ETFs can help spread some of that risk. Instead of relying only on SpaceX, investors can own a basket that may also include satellite companies, defence technology, robotics, AI infrastructure, cloud, semiconductors, connectivity and other innovation names. In other words, ETFs allow investors to invest in the broader space economy, not just one company.

That matters because SpaceX is not a single-theme story. It sits at the intersection of reusable rockets, satellite broadband, defence, data infrastructure, direct-to-device connectivity and eventually deeper space ambitions. Some investors may want exposure to that ecosystem without making a full single-stock call on SpaceX’s valuation.

ETFs may also be useful for investors who already own SpaceX directly but want to build satellite exposure around it. For example, a direct SpaceX holding can provide the core exposure, while selected ETFs can add related beneficiaries across the supply chain and adjacent technologies.
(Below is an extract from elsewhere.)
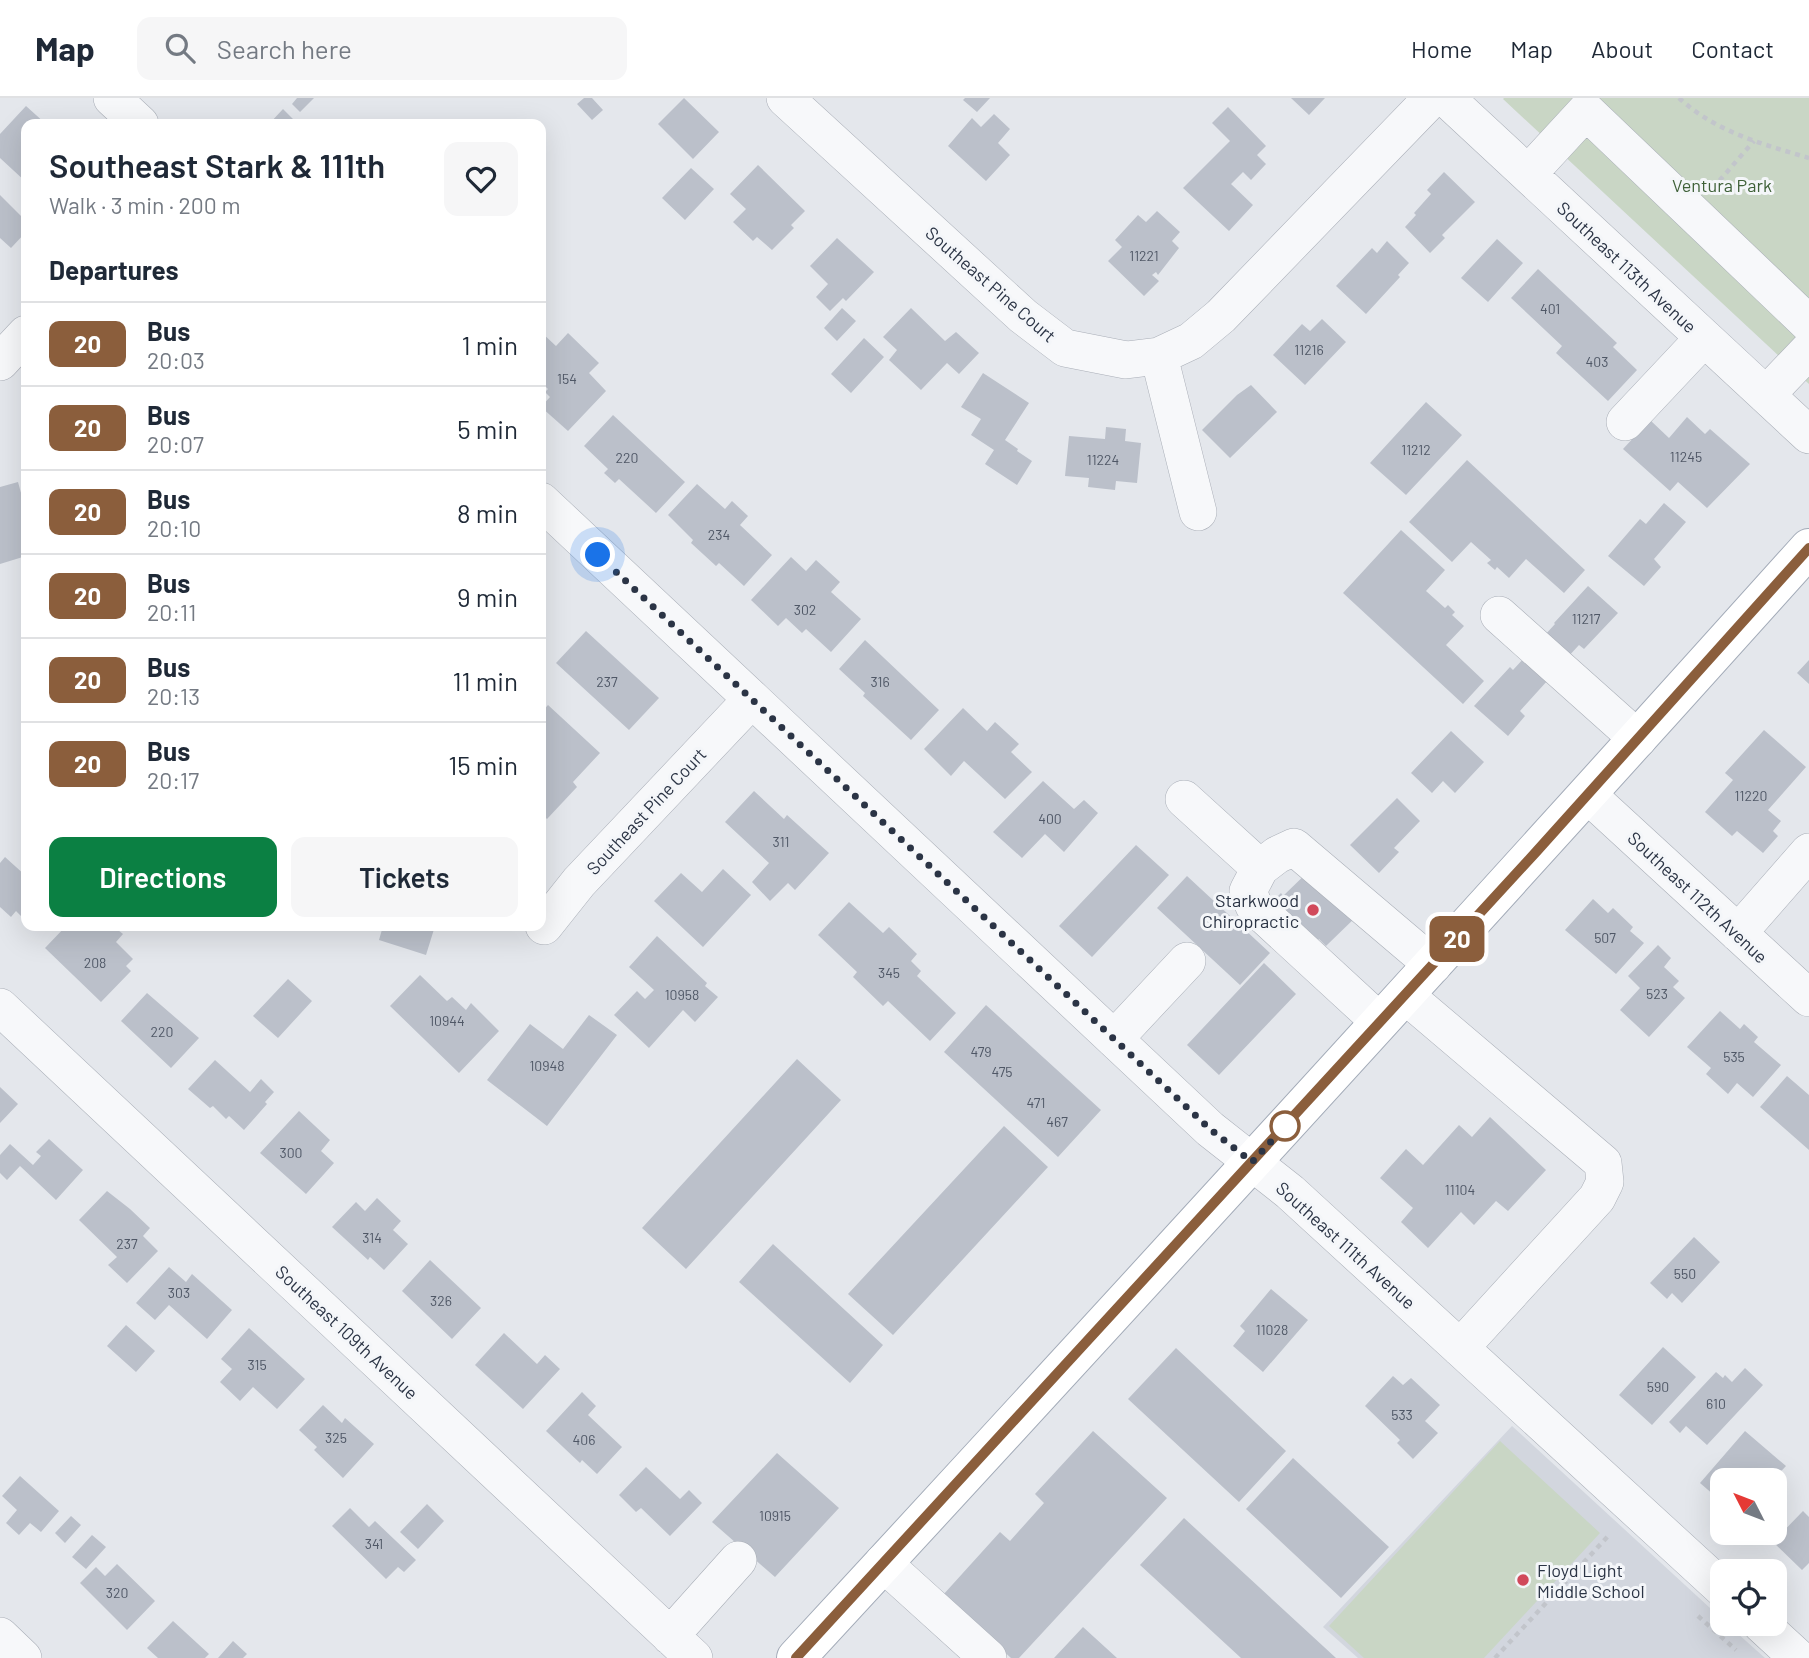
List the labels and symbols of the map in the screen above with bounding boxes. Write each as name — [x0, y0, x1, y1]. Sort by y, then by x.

But allocation size matters. Some ETFs hold SpaceX as a major position, while others hold it as a small part of a much broader portfolio. A fund with a 10% SpaceX weight is a very different exposure from one with a 1% weight. Investors should therefore look beyond the ETF name and check what they are actually buying.

Key risks to watch

The first risk is dilution. An ETF may give investors SpaceX exposure, but the actual allocation may be small. If SpaceX rises sharply, a low-weight ETF may not capture much of that upside.

The second risk is theme mismatch. Not every ETF with SpaceX exposure is a pure space ETF. Some are broader innovation, AI, technology or growth funds. Their performance may be driven more by interest rates, mega-cap tech, software, semiconductors or risk appetite than by SpaceX itself.
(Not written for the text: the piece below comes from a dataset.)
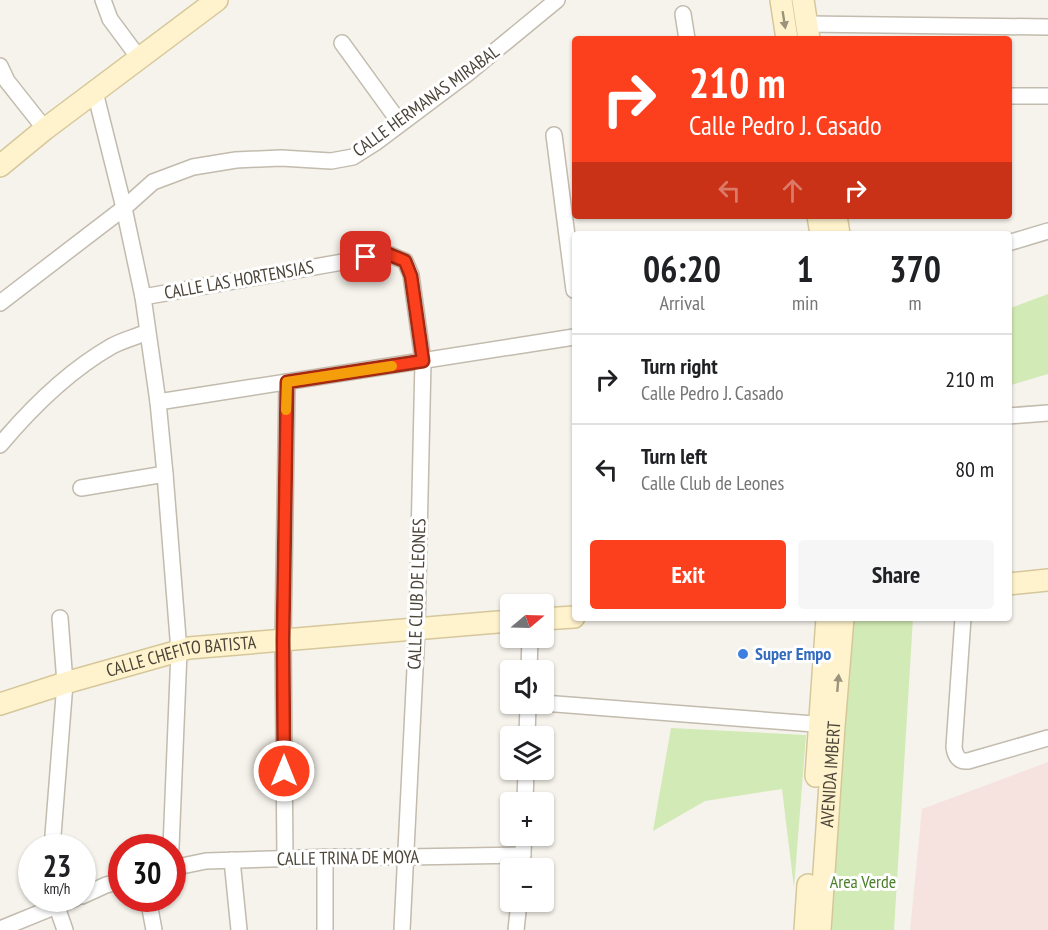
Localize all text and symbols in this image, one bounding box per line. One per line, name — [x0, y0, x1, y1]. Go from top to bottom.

The third risk is valuation. SpaceX’s listing has likely brought high investor expectations with it. If growth, margins, launch execution or Starlink subscriber momentum disappoint, the stock could be volatile — and ETFs with larger allocations will feel that more directly.

The fourth risk is concentration. Some thematic ETFs can look diversified on the surface but still carry heavy exposure to a few high-growth names or similar risk factors. Investors should check top holdings, sector exposure and overlap with their existing portfolio.
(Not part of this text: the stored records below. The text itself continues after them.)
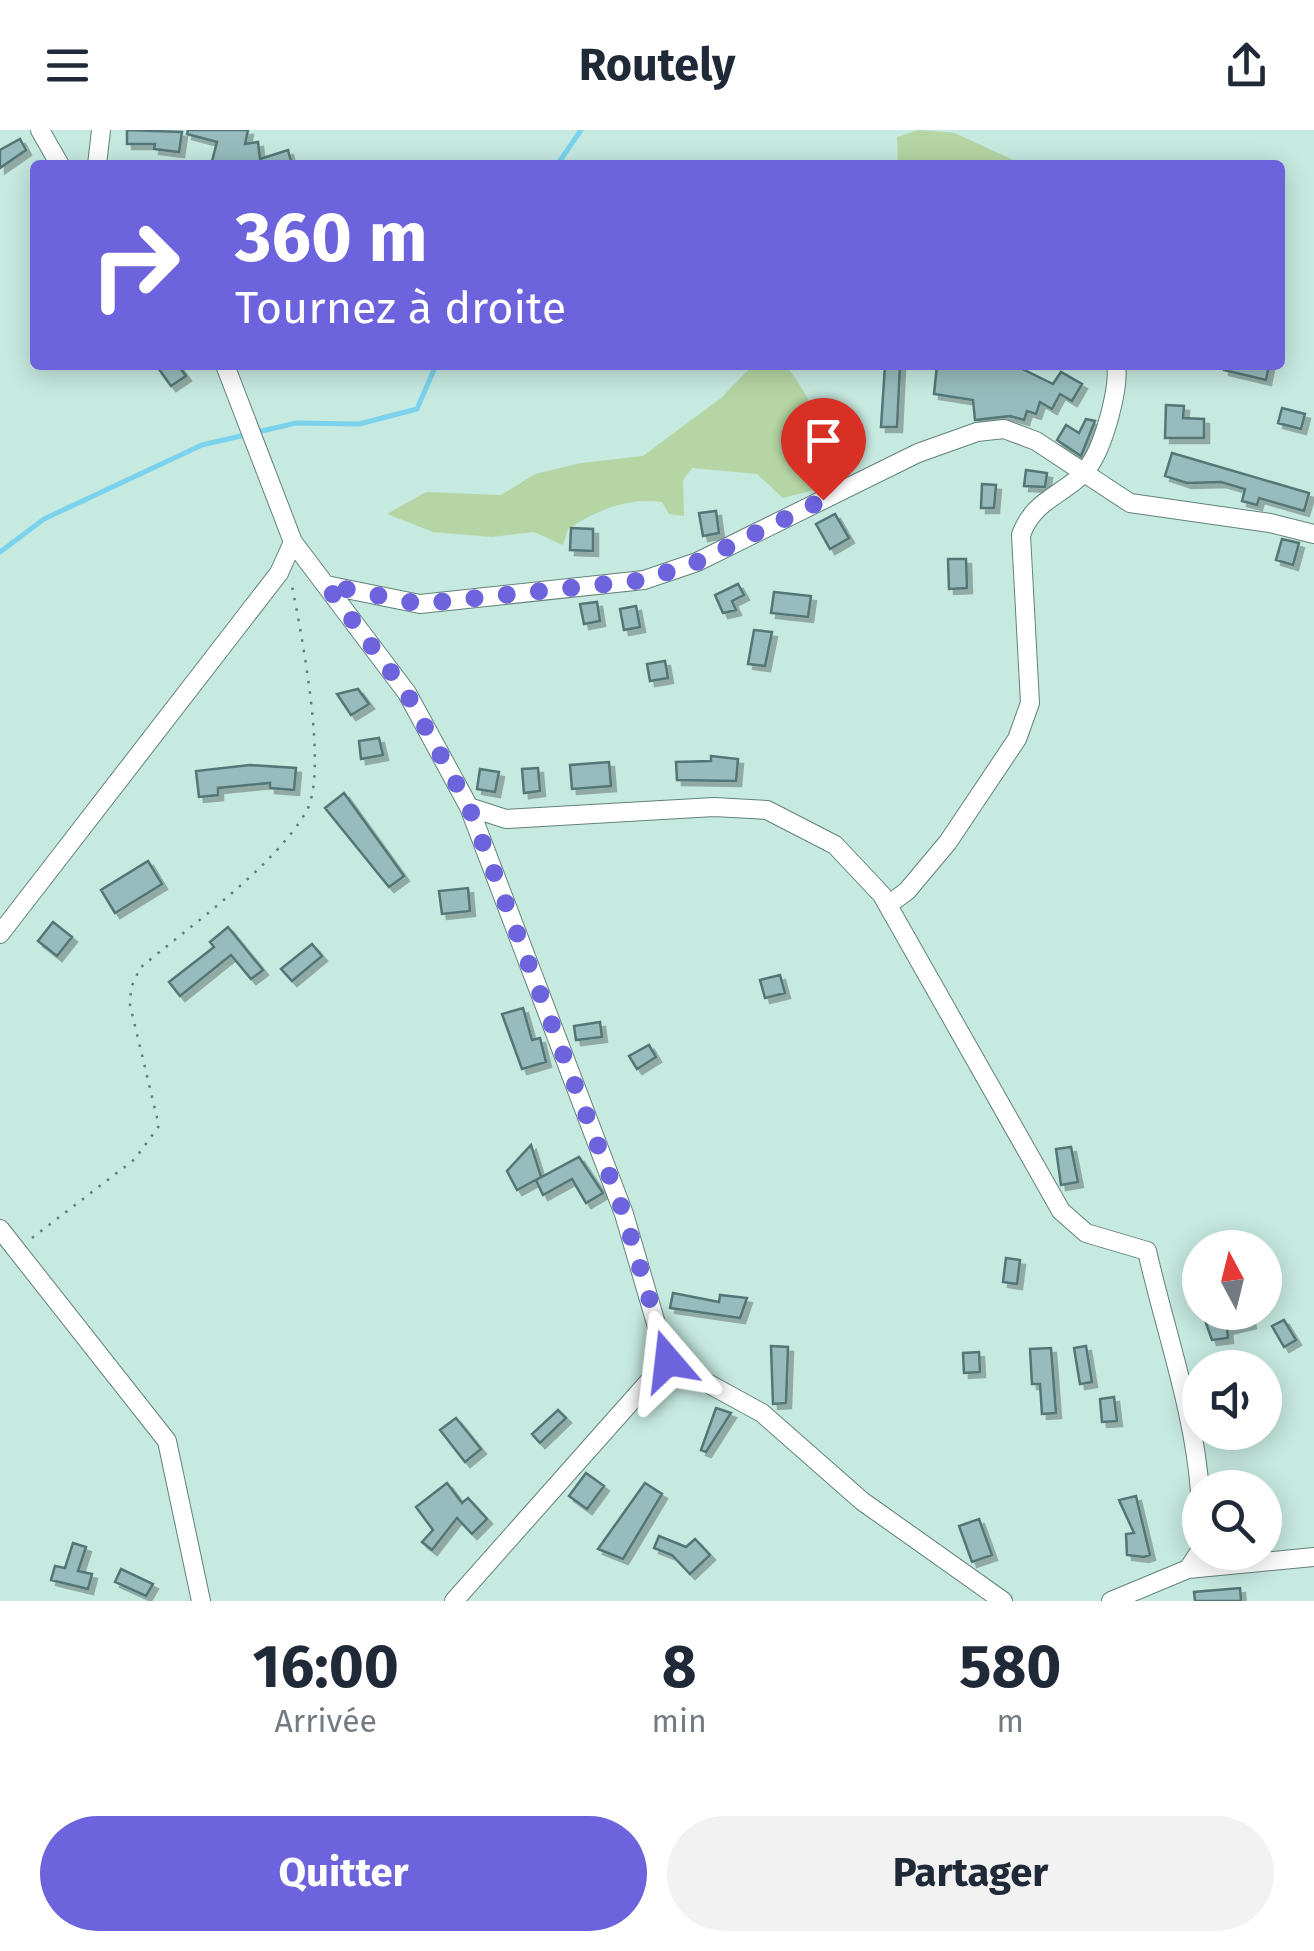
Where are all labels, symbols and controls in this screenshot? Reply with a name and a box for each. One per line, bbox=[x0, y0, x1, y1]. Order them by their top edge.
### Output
icon: menu bbox=[40, 38, 95, 93]
text: Routely bbox=[579, 38, 735, 92]
icon: share bbox=[1219, 38, 1274, 93]
text: 360 m bbox=[235, 196, 428, 280]
icon: right bbox=[70, 200, 200, 330]
text: Tournez à droite bbox=[235, 281, 566, 335]
pin bbox=[781, 398, 866, 501]
icon: arrive bbox=[796, 413, 851, 468]
north arrow bbox=[1182, 1230, 1282, 1330]
map controls bbox=[1182, 1230, 1282, 1570]
position arrow bbox=[616, 1309, 720, 1413]
button: sound bbox=[1182, 1350, 1282, 1450]
button: search bbox=[1182, 1470, 1282, 1570]
text: 16:00 bbox=[253, 1631, 399, 1703]
text: 8 bbox=[662, 1631, 697, 1703]
text: 580 bbox=[959, 1631, 1061, 1703]
text: Arrivée bbox=[274, 1702, 377, 1740]
text: min bbox=[651, 1702, 707, 1740]
text: m bbox=[997, 1702, 1024, 1740]
button: Quitter bbox=[40, 1816, 647, 1931]
button: Partager bbox=[667, 1816, 1274, 1931]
The fifth risk is liquidity and product structure. Some ETFs are small, newly launched or more specialised. Investors should look at fund size, spreads, trading volume, fees and whether the ETF uses leverage or derivatives. A leveraged SpaceX product is not the same as a diversified long-only ETF.

Bottom line

SpaceX is now directly investable, but ETFs offer additional ways to access the theme. For investors who want pure exposure, the stock may be the cleanest route. For those who want a broader, more diversified approach, ETFs can provide exposure to SpaceX alongside the wider space, defence, AI and connectivity ecosystem.